Copy, in full, each line of the material that holds the word "text".

-=-=-

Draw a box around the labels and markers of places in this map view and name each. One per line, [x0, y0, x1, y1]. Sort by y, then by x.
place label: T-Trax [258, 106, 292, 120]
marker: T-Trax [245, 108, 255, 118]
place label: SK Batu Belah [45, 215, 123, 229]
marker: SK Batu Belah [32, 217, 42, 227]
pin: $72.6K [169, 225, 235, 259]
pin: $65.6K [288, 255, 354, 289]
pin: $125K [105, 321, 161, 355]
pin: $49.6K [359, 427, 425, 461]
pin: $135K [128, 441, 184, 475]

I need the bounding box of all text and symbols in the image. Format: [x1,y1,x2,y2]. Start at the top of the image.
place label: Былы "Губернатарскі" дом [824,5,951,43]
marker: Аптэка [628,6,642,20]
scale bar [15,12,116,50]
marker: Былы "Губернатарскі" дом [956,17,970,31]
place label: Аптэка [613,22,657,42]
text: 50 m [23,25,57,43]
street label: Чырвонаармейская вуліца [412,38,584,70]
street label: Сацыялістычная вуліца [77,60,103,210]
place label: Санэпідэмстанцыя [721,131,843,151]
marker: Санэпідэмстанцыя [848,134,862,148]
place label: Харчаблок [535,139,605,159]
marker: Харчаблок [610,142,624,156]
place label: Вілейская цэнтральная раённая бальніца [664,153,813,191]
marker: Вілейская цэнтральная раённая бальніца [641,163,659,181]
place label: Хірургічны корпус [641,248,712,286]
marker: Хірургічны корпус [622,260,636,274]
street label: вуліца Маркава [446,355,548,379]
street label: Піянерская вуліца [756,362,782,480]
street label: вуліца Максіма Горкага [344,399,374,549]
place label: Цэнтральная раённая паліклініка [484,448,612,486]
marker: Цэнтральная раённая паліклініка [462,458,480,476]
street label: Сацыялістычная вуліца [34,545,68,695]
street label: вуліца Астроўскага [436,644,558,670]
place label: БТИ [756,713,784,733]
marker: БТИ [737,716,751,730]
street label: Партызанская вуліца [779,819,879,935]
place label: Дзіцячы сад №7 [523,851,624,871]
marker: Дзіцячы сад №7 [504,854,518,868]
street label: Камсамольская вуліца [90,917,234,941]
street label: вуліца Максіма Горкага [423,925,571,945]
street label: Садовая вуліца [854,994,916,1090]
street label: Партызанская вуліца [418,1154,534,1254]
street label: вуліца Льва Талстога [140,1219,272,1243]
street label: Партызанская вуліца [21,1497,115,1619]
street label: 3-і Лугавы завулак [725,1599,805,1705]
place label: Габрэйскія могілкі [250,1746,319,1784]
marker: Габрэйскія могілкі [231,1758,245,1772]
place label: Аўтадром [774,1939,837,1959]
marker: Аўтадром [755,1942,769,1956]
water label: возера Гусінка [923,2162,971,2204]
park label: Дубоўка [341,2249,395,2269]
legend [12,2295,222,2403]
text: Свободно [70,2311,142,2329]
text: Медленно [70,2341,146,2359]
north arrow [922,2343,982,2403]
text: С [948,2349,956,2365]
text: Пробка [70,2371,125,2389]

-=-=-

▶ Final answer
I need the bounding box of all text and symbols in the image. Format: [x1,y1,x2,y2]. Start at the top of the image.
text: 50 m [23,25,57,43]
text: Свободно [70,2311,142,2329]
text: Медленно [70,2341,146,2359]
text: С [948,2349,956,2365]
text: Пробка [70,2371,125,2389]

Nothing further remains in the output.